Als het mes bot of gekerfd is, slijp dan alleen de bovenkant van de snijrand en zorg dat de oorspronkelijke snijhoek behouden blijft (Figuur 68).
Note: Het mes zal in balans blijven als dezelfde hoeveelheid metaal aan beide snijranden wordt weggehaald.
Om te controleren of het maaimes recht en evenwijdig is, moet u het mes op een horizontaal vlak leggen en de uiteinden inspecteren.
Note: Plaats de uiteinden van het mes iets lager dan het midden en de snijrand lager dan de onderkant van het mes. Dit mes zorgt voor een goede maaikwaliteit en vereist minimaal vermogen van de motor. Als echter de uiteinden van het mes hoger dan het midden zijn of de snijrand hoger dan de onderkant is, betekent dit dat het mes krom of verbogen is, en moet het worden vervangen.
Monteer het mes (met de vleugel naar het maaidek gericht) met de anti-scalpeercup en de mesbout. Draai de mesbout vast met een torsie van 115 tot 149 N·m.
Zet de motor af, verwijder het contactsleuteltje (indien aanwezig) en wacht totdat alle bewegende onderdelen tot stilstand zijn gekomen voordat u de bestuurderspositie verlaat. Laat de machine afkoelen voordat u deze afstelt, reinigt, stalt of er onderhoudswerkzaamheden aan verricht.
Bewaar de machine en het brandstofvat niet op plaatsen waar open vlammen, vonken of waakvlammen (bv. van een boiler of een ander toestel) aanwezig kunnen zijn.
Important: Gebruik geen brak of teruggewonnen water om de machine schoon te maken.
Reinig de tractie-eenheid, de maaidekken en de motor grondig.
Controleer de bandenspanning. Breng alle banden op een spanning van 0,83 tot 1,03 bar.
Controleer of alle bevestigingen vastzitten; zet ze vast indien nodig.
Smeer alle smeer- en draaipunten. Neem overtollig vet op.
Plaatsen waar de lak is bekrast, beschadigd of geroest, moeten licht geschuurd en bijgewerkt worden. Eventuele deuken in de metalen carrosserie uitdeuken.
Verricht de volgende onderhoudswerkzaamheden aan de accu en de kabels:
Haal de accuklemmen los van de accupolen.

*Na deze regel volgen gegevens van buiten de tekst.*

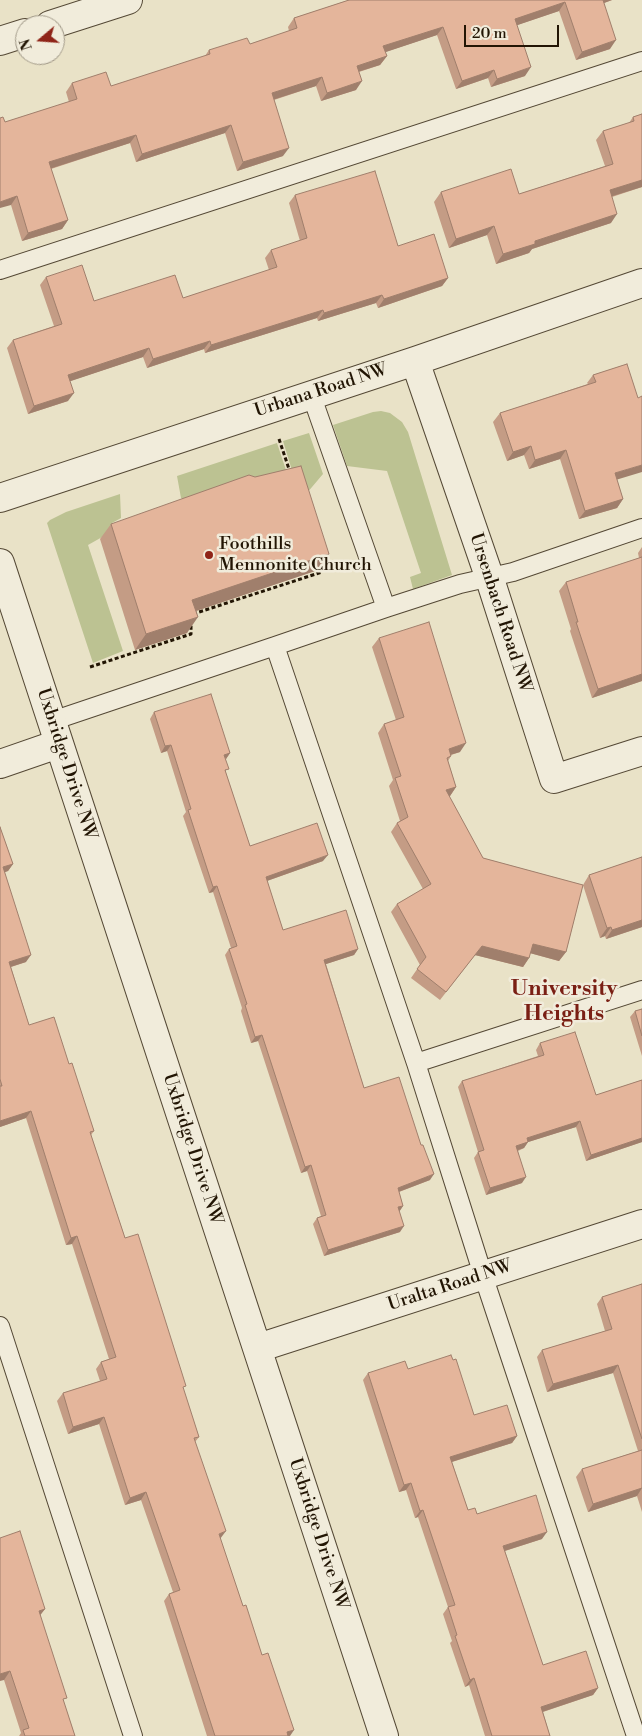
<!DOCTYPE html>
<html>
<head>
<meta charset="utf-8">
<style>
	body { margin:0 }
	#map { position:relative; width:642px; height:1736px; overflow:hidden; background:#e9e2c7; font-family:"Libre Bodoni",serif }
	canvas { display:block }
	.north { position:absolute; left:15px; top:15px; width:50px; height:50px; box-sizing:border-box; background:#f1ecdb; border:1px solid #9e9685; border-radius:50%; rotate:252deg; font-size:14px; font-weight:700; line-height:20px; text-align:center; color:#221504 }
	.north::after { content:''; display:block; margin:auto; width:18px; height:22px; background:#8f2418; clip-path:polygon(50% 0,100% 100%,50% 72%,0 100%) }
	.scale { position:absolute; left:464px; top:25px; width:95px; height:22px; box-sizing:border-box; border:2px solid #221504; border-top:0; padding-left:6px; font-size:15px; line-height:18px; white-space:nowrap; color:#221504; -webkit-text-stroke:4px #f1ecdb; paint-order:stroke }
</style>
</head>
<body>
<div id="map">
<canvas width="642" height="1736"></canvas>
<div class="north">N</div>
<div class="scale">20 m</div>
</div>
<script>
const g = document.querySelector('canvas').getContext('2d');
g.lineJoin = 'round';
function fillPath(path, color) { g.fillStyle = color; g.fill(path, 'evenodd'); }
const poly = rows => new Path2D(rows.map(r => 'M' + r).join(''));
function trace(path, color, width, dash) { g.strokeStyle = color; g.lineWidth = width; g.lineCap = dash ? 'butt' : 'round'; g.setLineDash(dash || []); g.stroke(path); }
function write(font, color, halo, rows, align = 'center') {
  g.font = font + ' "Libre Bodoni",serif'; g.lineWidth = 5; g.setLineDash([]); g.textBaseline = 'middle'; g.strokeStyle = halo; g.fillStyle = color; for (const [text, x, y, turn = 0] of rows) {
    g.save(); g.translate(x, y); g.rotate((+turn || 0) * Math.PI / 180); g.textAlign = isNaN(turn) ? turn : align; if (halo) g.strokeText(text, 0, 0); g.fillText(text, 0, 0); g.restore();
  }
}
fillPath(poly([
	[381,411,390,413,402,422,408,432,452,575,413,589,410,577,421,573,387,471,347,466,333,425,373,412],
	[309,433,323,474,301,500,283,441],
	[277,443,290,482,191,503,181,498,177,476],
	[120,494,121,518,112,523,111,532,88,545,123,651,93,663,47,523,50,520,66,512]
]), '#bcc292');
const service = poly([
	[0,270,642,61],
	[311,394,386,608],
	[275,646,416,1063],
	[52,721,275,646,386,608,460,584,513,572,642,528],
	[0,1326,133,1736],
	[636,1736,483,1275,416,1063,642,990]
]);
const minor = poly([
	[50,25,128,0],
	[0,41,25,33],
	[415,361,489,576,554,779,642,751],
	[0,498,415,361,642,283],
	[0,563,384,1736],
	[0,764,58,744],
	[258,1348,642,1224]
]);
trace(service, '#544835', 20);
trace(minor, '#544835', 30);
trace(poly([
	[279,439,290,472],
	[193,614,322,572,319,564],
	[90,667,191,634,191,624]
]), '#221504', 3, [4, 2.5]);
trace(service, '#f1ecdb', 18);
trace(minor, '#f1ecdb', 28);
fillPath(poly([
	[349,0,612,0,604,3,610,49,576,60,559,11,517,25,525,76,491,87,488,78,456,89,437,35,385,52,387,56,380,65,359,72,356,90,321,101,316,86,274,100,283,156,237,171,225,133,136,162,130,143,51,169,68,220,62,229,22,241,11,205,5,122,69,102,66,92,72,83,111,86,205,56,209,50,250,44,289,31,288,27,294,18],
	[642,114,642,187,612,197,611,223,532,249,529,253,496,264,487,235,449,248,434,202,441,192,519,194,605,166,596,140,603,131,629,123,633,117],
	[295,195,398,246,448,278,442,286,378,308,376,303,318,321,317,318,205,353,204,349,147,368,143,357,70,381,68,401,28,414,7,348,13,340,54,326,40,285,46,277,94,301,183,298,269,270,265,258,271,250,300,241,289,203],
	[627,364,617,480,623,499,617,508,579,519,560,459,529,469,524,455,507,461,493,422,500,413,588,384,587,383,593,375],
	[111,524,318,570,196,611,187,633,135,650,100,539],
	[642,547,642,681,592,698,570,631,571,629,559,591,566,582,639,558,638,553],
	[379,638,460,752,451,755,451,756,448,761,456,787,450,796,449,796,483,858,583,885,589,875,642,857,642,927,606,939,605,936,600,938,583,885,566,952,559,961,530,953,529,958,523,967,475,955,440,1000,411,978,420,965,391,912,397,904,423,889,391,832,397,823,400,821,389,786,393,780,378,733,384,724,396,720,372,647],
	[154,712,230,753,226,759,226,773,250,846,323,861,267,881,283,930,358,949,354,955,326,964,364,1088,430,1180,399,1192,403,1206,399,1212,400,1232,324,1256,313,1224,317,1218,321,1216,307,1171,301,1173,258,1041,251,1043,241,1011,242,1008,225,955,229,949,231,948,213,892,209,893,183,816,186,812,167,751,161,753,150,719],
	[0,827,13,864,8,871,4,872,26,962,11,967,29,1025,69,1064,94,1131,91,1135,125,1238,183,1390,199,1437,195,1442,220,1539,243,1606,262,1655,290,1736,207,1736,164,1601,169,1594,173,1592,141,1500,125,1505,99,1424,68,1434,57,1401,63,1393,100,1381,96,1369,101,1362,109,1359,72,1244,66,1245,26,1118,0,1127],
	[642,1009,642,1056,630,1017,635,1011],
	[540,1043,596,1095,642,1080,642,1142,586,1161,576,1127,528,1142,524,1148,518,1151,522,1183,486,1195,474,1158,478,1152,458,1087,462,1081,538,1056,536,1050],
	[642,1284,642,1512,637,1496,588,1512,576,1477,582,1469,638,1451,613,1373,547,1392,537,1357,542,1350,605,1331,597,1304,602,1297],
	[408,1369,474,1415,517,1436,512,1443,452,1462,468,1510,542,1539,505,1551,543,1665,598,1688,593,1695,543,1712,550,1736,485,1736,469,1685,465,1687,450,1643,452,1641,443,1614,448,1607,418,1517,415,1518,406,1490,399,1492,363,1380,368,1373],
	[0,1538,45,1609,40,1615,64,1703,75,1736,19,1736,21,1733,4,1680]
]), '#c49c85');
fillPath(poly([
	[600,0,612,0,596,6],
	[565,2,559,11,509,28,515,19],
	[443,27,437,35,377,55,383,46],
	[616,40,610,49,576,60,582,52],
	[387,56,380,65,351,74,357,66],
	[531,67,525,76,491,87,497,79],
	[494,70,488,78,456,89,462,81],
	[322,77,316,86,266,102,272,93],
	[362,81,356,90,321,101,327,93],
	[231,125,225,133,136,162,142,154],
	[136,135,130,143,43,171,49,162],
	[289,148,283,156,237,171,243,162],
	[642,180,642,187,603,199,610,190],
	[17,196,11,205,0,208,0,202],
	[617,214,611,223,532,249,529,253,496,264,503,254,535,241],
	[68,220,62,229,22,241,28,233],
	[494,226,487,235,449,248,456,239],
	[448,278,442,286,378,308,384,299],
	[382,295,376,303,318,321,324,313],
	[323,310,317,318,205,353,211,345],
	[210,341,204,349,147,368,153,359],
	[149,348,143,357,62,384,68,375],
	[74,393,68,401,28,414,34,406],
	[531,446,524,455,507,461,513,452],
	[566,450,560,459,529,469,535,460],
	[642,465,642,472,609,482,615,473],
	[623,499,617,508,579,519,585,511],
	[329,554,318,570,181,616,192,600],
	[198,617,187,633,135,650,146,634],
	[642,674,642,681,592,698,598,689],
	[466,743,460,752,443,757,449,749],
	[171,745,167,751,161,753,165,746],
	[230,753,226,759,224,755],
	[456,787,450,796,439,799,446,790],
	[328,855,323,861,261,883,266,877],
	[13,864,8,871,0,874,3,867],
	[217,886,213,892,209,893,213,887],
	[642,920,642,927,606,939,612,930],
	[611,927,605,936,600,938,607,928],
	[533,944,566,952,559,961,526,952],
	[482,946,529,958,523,967,475,955,440,1000],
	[358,949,354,955,320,966,324,960],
	[31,955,26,962,4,969,9,962],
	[262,1035,258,1041,251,1043,255,1037],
	[31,1111,26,1118,0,1127,0,1121],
	[580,1121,576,1127,522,1144,527,1138],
	[642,1138,642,1142,586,1161,591,1155],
	[528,1142,524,1148,512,1152,516,1146],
	[311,1165,307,1171,301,1173,305,1167],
	[434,1174,430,1180,393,1194,398,1188],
	[526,1177,522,1183,486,1195,490,1188],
	[403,1206,399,1212,398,1207],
	[404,1226,400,1232,324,1256,328,1250],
	[77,1236,72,1244,66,1245,71,1238],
	[618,1365,613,1373,547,1392,553,1384],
	[104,1417,99,1424,68,1434,73,1427],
	[517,1436,512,1443,445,1464,450,1457],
	[411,1483,406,1490,399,1492,404,1485],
	[642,1488,637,1496,588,1512,593,1504],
	[146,1492,141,1500,125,1505,130,1498],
	[423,1510,418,1517,415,1518,420,1511],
	[226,1531,220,1539,219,1534],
	[547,1532,542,1539,498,1553,503,1546],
	[45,1609,38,1618,39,1611],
	[10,1671,4,1680,0,1681,0,1674],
	[474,1678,469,1685,465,1687,470,1680],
	[598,1688,593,1695,536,1714,541,1707],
	[294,1730,290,1736,284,1736,287,1732]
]), '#a07f6c');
const building = poly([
	[349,0,603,0,616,40,582,52,565,2,515,19,531,67,497,79,494,70,462,81,443,27,383,46,387,56,357,66,362,81,327,93,322,77,272,93,289,148,243,162,231,125,142,154,136,135,49,162,68,220,28,233,17,196,0,202,0,118,3,117,5,122,77,99,72,83,106,72,111,86,210,54,209,50,247,38,250,44,297,28,294,18,349,0],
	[642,114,642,180,610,190,617,214,535,241,535,244,503,254,494,226,456,239,441,192,511,169,519,194,613,164,603,131,634,121,633,117,642,114],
	[375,171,398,246,434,234,448,278,384,299,382,295,324,313,323,310,211,345,210,341,153,359,149,348,68,375,74,393,34,406,13,340,62,324,46,277,82,265,94,301,175,275,183,298,277,267,271,250,307,238,295,195,375,171],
	[627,364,638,398,642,396,642,465,615,473,623,499,585,511,566,450,535,460,531,446,513,452,500,413,596,382,593,375,627,364],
	[301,466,329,554,192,600,198,617,146,634,111,524,249,475,255,477,301,466],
	[642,557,642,674,598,689,576,622,578,622,566,582,642,557],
	[429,622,466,743,449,749,451,756,447,758,456,787,446,790,483,858,583,885,566,952,533,944,529,958,482,946,446,992,417,969,426,957,397,904,431,884,397,823,408,817,395,778,401,776,384,724,404,717,379,638,429,622],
	[211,694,230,753,224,755,229,769,225,770,250,846,317,823,328,855,266,877,283,930,346,910,358,949,324,960,364,1088,399,1077,421,1145,423,1145,434,1174,398,1188,403,1206,398,1207,404,1226,328,1250,317,1218,326,1215,311,1165,305,1167,262,1035,255,1037,245,1005,247,1004,229,949,237,946,217,886,213,887,188,810,191,809,171,745,165,746,154,712,211,694],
	[0,827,13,864,3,867,31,955,9,962,29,1025,54,1017,69,1064,72,1063,94,1131,90,1132,125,1238,138,1234,186,1386,183,1387,199,1437,194,1438,226,1531,219,1534,243,1606,246,1605,262,1655,268,1653,294,1730,287,1732,288,1736,215,1736,169,1594,180,1590,146,1492,130,1498,104,1417,73,1427,63,1393,107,1379,101,1362,116,1357,77,1236,71,1238,31,1111,0,1121,0,1086,2,1086,0,1079,0,827],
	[642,857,642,920,612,930,611,927,607,928,589,875,642,857],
	[642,1009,642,1036,635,1011,642,1009],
	[575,1032,596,1095,642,1080,642,1138,591,1155,580,1121,527,1138,528,1142,516,1146,526,1177,490,1188,478,1152,484,1150,462,1081,544,1055,540,1043,575,1032],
	[642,1284,642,1439,618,1365,553,1384,542,1350,612,1329,602,1297,642,1284],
	[451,1355,453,1360,456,1359,474,1415,507,1405,517,1436,450,1457,468,1510,475,1508,477,1514,536,1495,547,1532,503,1546,543,1665,586,1651,598,1688,541,1707,550,1736,492,1736,474,1678,470,1680,455,1636,457,1635,448,1607,455,1605,423,1510,420,1511,411,1483,404,1485,368,1373,405,1361,408,1369,451,1355],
	[642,1450,642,1488,593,1504,582,1469,642,1450],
	[20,1531,45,1609,39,1611,67,1698,63,1699,75,1736,25,1736,23,1730,29,1728,10,1671,0,1674,0,1538,20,1531]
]);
fillPath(building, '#e4b59b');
trace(building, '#a07f6c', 1);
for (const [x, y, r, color] of [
	[209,555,5,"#8f2418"]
]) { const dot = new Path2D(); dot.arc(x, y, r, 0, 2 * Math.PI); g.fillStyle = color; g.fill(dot); trace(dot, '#f1ecdb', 2); }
write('18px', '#221504', '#f1ecdb', [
	["Urbana Road NW",321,391,-18],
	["Ursenbach Road NW",500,613,72],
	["Uxbridge Drive NW",66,764,72],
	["Uxbridge Drive NW",192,1149,72],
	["Uralta Road NW",450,1286,-18],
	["Uxbridge Drive NW",318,1534,72]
]);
write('18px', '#221504', '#f1ecdb', [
	["Foothills",219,545],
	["Mennonite Church",219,566]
], 'left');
write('bold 22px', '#7a1f14', '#f1ecdb', [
	["University",564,990],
	["Heights",564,1015]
]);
</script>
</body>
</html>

Note: Maak altijd eerst de minpool van de accu los en daarna de pluspool. Bevestig altijd eerst de pluspool van de accu en daarna de minpool.

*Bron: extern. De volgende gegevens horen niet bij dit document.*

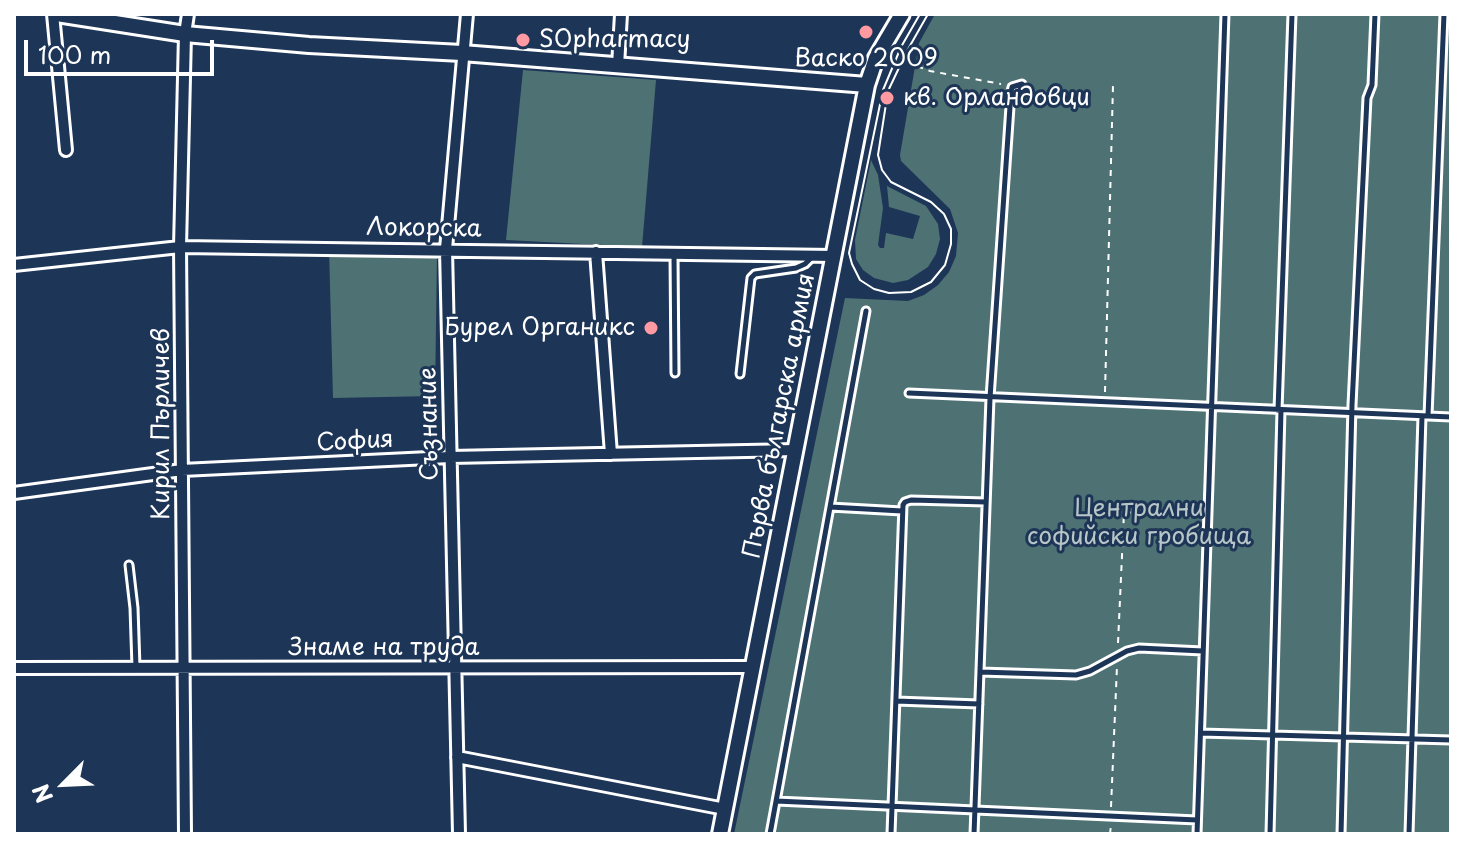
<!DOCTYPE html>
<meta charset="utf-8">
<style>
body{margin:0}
#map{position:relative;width:1465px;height:848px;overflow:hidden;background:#1d3557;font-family:"Playpen Sans",sans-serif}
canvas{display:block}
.frame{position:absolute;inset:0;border:16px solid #fff;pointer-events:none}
.north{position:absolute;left:24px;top:744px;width:80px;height:80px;-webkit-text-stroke:6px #1d3557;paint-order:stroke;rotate:246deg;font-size:22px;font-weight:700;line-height:32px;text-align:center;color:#fff}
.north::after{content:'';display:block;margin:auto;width:28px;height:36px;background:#fff;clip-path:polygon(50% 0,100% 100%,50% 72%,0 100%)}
.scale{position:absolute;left:24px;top:40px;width:190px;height:36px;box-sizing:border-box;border:4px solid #fff;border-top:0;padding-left:10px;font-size:24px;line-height:28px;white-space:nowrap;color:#fff;-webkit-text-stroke:6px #1d3557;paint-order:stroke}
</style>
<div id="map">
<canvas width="1465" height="848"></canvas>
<div class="frame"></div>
<div class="north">N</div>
<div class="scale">100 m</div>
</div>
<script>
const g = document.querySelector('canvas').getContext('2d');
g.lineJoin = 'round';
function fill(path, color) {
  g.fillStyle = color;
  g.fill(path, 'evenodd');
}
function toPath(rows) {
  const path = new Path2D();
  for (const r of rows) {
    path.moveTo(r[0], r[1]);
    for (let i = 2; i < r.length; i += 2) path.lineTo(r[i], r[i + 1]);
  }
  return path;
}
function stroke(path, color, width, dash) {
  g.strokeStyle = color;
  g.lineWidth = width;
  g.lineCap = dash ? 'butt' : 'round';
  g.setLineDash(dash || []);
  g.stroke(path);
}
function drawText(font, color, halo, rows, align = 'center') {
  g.font = font + ' "Playpen Sans",sans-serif';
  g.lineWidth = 6;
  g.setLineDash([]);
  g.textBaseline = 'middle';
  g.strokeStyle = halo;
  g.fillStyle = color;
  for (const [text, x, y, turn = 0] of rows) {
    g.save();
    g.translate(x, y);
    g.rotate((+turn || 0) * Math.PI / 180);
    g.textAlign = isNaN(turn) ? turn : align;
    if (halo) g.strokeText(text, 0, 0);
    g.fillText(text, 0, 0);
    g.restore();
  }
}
fill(toPath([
 [935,14,1451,14,1451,834,734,834,845,298,908,301,924,295,938,285,949,272,956,256,958,233,950,209,901,161,900,155,919,43],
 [523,70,656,80,642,247,506,240],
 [871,160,878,175,883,208,878,245,880,248,884,248,886,233,913,239,920,216,889,207,887,186,926,206,938,224,940,239,936,254,928,267,908,280,893,283,874,278,863,270,856,259,855,240],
 [329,248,437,253,435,396,333,398]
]), '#4e7173');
const lane = toPath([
 [674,255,675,373],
 [740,374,751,278,755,274,796,268,805,264,812,257],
 [909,393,1451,417],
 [1278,410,1292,14],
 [1428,416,1444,14],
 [830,507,902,511],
 [129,565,134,608,136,667],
 [980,672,1076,675,1090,671,1127,651,1139,648,1203,651],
 [896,701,979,704],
 [1201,733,1451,740],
 [776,801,1197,820],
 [770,834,866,311],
 [891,834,903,505,905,502,911,500,986,502],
 [974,834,990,398,1011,92,1012,87,1022,84],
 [1197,834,1225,14],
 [1270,834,1281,410],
 [1341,834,1352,405,1367,98,1372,85,1375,14],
 [1409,834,1422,416]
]);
const street = toPath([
 [53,14,66,150],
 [618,66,621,14],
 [596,252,611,454],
 [14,265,180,247,834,256],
 [14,493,182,470,450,457,796,450],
 [14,668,753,667],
 [457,757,725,809],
 [185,834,180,247,185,34,188,14],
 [459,834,446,249,467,14]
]);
const secondary = toPath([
 [57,14,185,34,309,45,462,53,867,85],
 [720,834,867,85,876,58,902,14]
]);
stroke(lane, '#fff', 11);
stroke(street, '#fff', 16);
stroke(secondary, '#fff', 20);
stroke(toPath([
 [906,62,930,71,1001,84],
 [892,92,893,92],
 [1105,392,1113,85],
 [1118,643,1124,512,1198,517],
 [1111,807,1117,666],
 [1110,834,1111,825]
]), '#fff', 2, [6, 6]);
stroke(lane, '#1d3557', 5);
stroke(street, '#1d3557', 10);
stroke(secondary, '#1d3557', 14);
stroke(toPath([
 [920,14,901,47,883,90,849,253,852,264,860,280,874,289,889,293,911,292,931,282,945,265,951,244,951,229,944,214,931,202,891,182,882,170,878,155,888,91,907,51,928,14]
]), '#fff', 2);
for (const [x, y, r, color] of [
 [866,32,8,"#ff9aa2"],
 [523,40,8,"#ff9aa2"],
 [887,98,8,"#ff9aa2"],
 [651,328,8,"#ff9aa2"]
]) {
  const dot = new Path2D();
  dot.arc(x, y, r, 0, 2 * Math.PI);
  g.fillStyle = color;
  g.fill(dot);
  stroke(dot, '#1d3557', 3);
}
drawText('24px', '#fff', '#1d3557', [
 ["SOpharmacy",539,40],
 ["Васко 2009",866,59,"center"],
 ["кв. Орландовци",903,98],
 ["Бурел Органикс",635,328,"right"]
], 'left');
drawText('24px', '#fff', '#1d3557', [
 ["Локорска",424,229,1],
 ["Първа българска армия",780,416,-79],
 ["Кирил Пърличев",162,424,-90],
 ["Съзнание",430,424,-91],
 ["София",355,442,-3],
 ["Знаме на труда",384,648]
]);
drawText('24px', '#b8c6c7', '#1d3557', [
 ["Централни",1139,509],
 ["софийски гробища",1139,537]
]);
</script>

Reinig de accu, de klemmen en de polen met behulp van een staalborstel en een oplossing van zuiveringszout (natriumbicarbonaat).
Smeer een dun laagje Grafo 112X-vet (onderdeelnr. 505-47) of vaseline op de kabelklemmen en de accupolen om corrosie te voorkomen.
Laad de accu om de 60 dagen 24 uur lang op om loodsulfatie van de accu te voorkomen.
Tap de motorolie af uit het carter en plaats de aftapplug weer terug.
Verwijder het oliefilter en gooi het weg. Plaats een nieuw oliefilter.
Vul het oliecarter met de aangegeven hoeveelheid motorolie.
Draai het contactsleuteltje op AAN, start de motor en laat hem ongeveer 2 minuten stationair draaien.
Draai het contactsleuteltje naar de stand UIT.
Tap alle brandstof goed af uit de brandstoftank, de brandstofleidingen en het brandstoffilter/waterafscheider.
Spoel de brandstoftank om met verse, schone dieselbrandstof.
Zet alle onderdelen van het brandstofsysteem goed vast.
Zorg ervoor dat het luchtfilter grondig wordt gereinigd en een onderhoudsbeurt krijgt.
Plak de luchtfilterinlaat en de uitlaat af met weerbestendige tape.
Controleer de antivriesbescherming en vul zoveel bij als nodig is met het oog op de plaatselijk te verwachten minimumtemperatuur.
Als een maai-eenheid langere tijd wordt verwijderd van de tractie-eenheid, plaats dan een plug in de bovenzijde van de as om te voorkomen dat er vuil of water in de as terecht kan komen.